For some, these two textiles are often misunderstood and can be confusing. While their origin – wool roving - is the same, wool felt and felted wool are completely different textiles; their look and feel is distinct. Let's see how.
Sheep to Roving
When sheep (or any other wooly animal) are sheared, we get piles of raw wool fiber; thank you sheep! These fibers are then cleaned and carded (the process of breaking up unorganized clumps of fiber and realigning them). The result is what we call wool roving. Now here's where each textile goes its separate way.
Wool Felt is a non-woven textile. There is no thread or weaving involved in production. It originates as wool roving and by adding heat, moisture and agitation, the roving compacts and matts together tightly to form what we refer to as pure wool felt.
Wool felt blends are also made using the process described above but with a combination of wool fibers and those from another material. The most common combination is wool and rayon, a non-synthetic man-made fiber derived from wood pulp. Rayon's properties are similar to those of cotton and linen, making it an excellent choice for wool blends.
Felted Wool is a woven textile. There is thread and weaving involved. Like wool felt, it originates as wool roving, but the roving is spun into thread after being cleaned and carded. This thread is then woven into wool cloth, which is washed in hot water and dried on high heat to emulate the “add heat, moisture and agitation” process used to make wool felt. This process turns wool fabric into felted wool.
Felted wool contracts into a thicker 'puffier' texture than the original cloth. This puffiness translates into “soft and fluffy,” which is why we love it! The results you achieve when felting wool will vary depending on the weave of the fabric, the wool content (whether or not it is 100% pure wool) and wash/dry temperatures.

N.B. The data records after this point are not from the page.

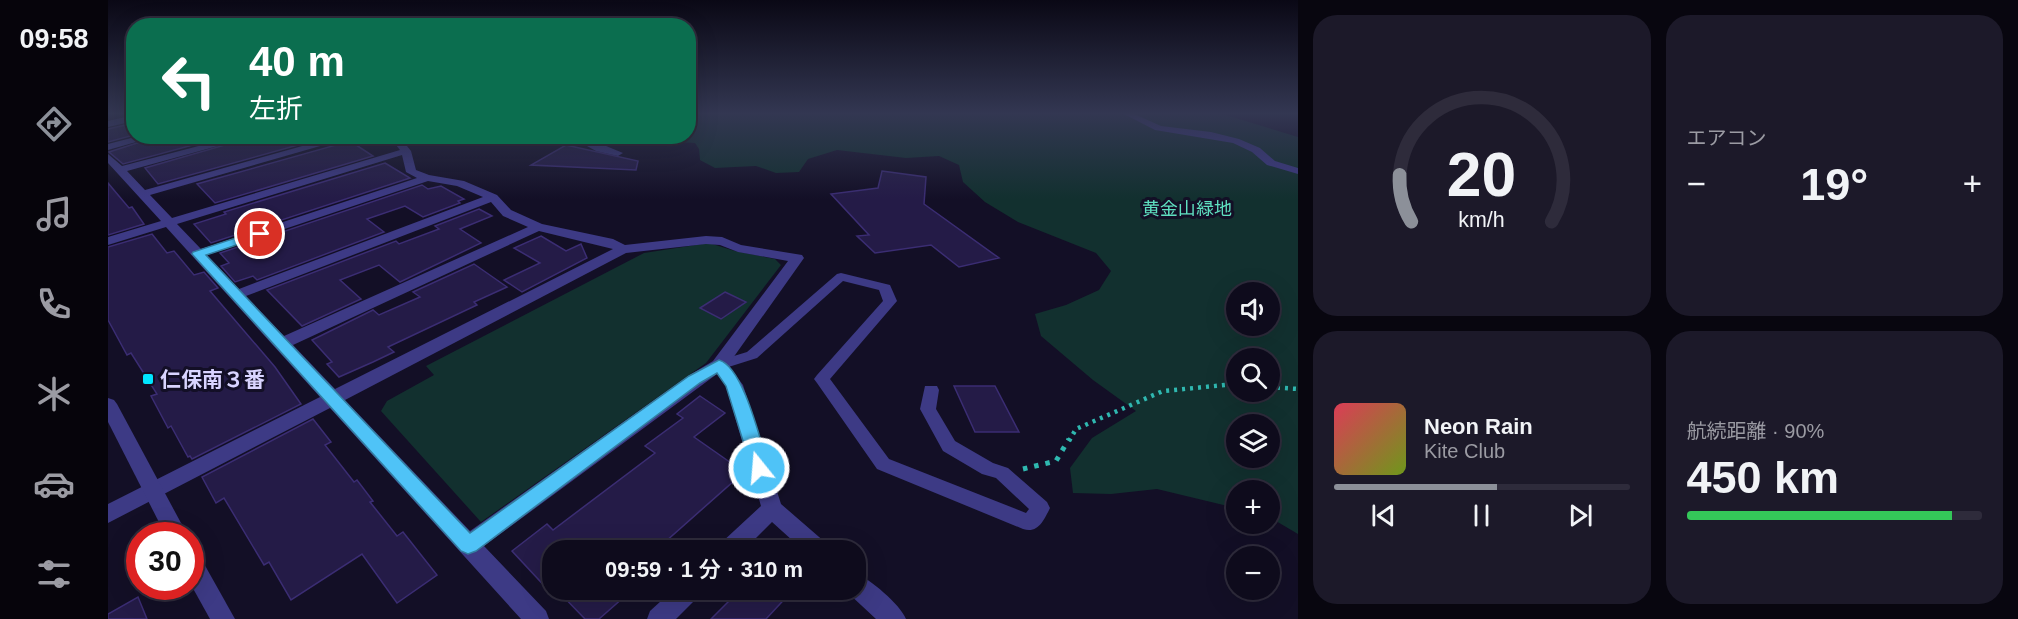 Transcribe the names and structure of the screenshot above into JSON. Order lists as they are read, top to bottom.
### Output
{
  "parks": ["黄金山緑地"],
  "places": {
    "transit": ["仁保南３番"]
  },
  "page": {
    "tabs": "09:58",
    "tile": [
      "エアコン",
      ["航続距離 · 90%", "450 km"]
    ],
    "turn": ["40 m", "左折"],
    "heat": ["−", "19°", "+"],
    "map_buttons": ["+", "−"],
    "song": ["Neon Rain", "Kite Club"],
    "limit": "30",
    "trip": "09:59 · 1 分 · 310 m",
    "gauge": ["20", "km/h"]
  }
} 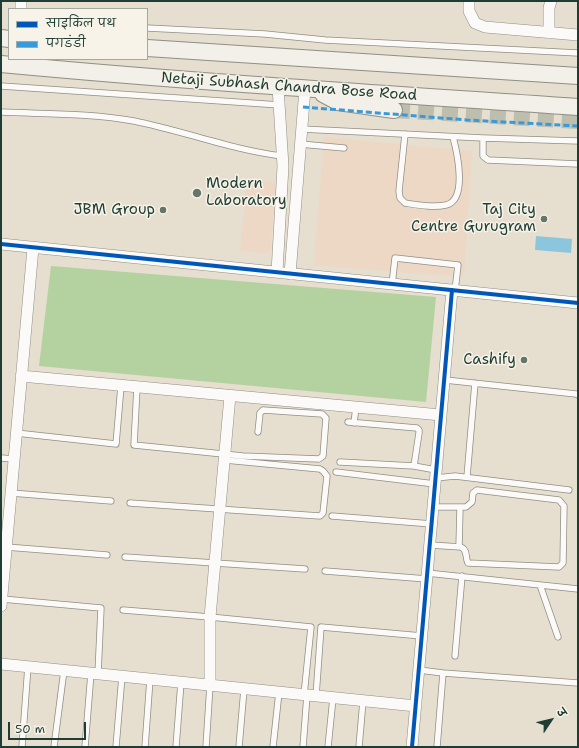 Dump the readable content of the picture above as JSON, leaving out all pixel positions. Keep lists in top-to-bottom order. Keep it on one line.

Wool roving is also spun into yarn, which is used for knitting wool sweaters and accessories such as scarves and mittens. You can “felt” these knitted items as well but regardless of your wash/dry temperatures, they will not compact as tightly as wool fabric woven from thread. Wool yarn is considerably thicker than wool thread and knitting is much less taught than weaving. Homemade felt from a knitted garment has a much looser, bulkier texture and is more likely to fray.
Both are Wonderful!
Each of these two textiles are dreamy to work with. I love wool felt because it is soft yet strong and durable for making softies. It is available in a myriad of rich, vibrant colors that are lightfast and uniform throughout. It doesn't fray or pill and hand-sews like butter.
Felted wool offers endless possibilities when it comes to color and is available in richly textured patterns and plaids. It is fabulous for soft appliqué projects and making softie clothes with a hint of drape.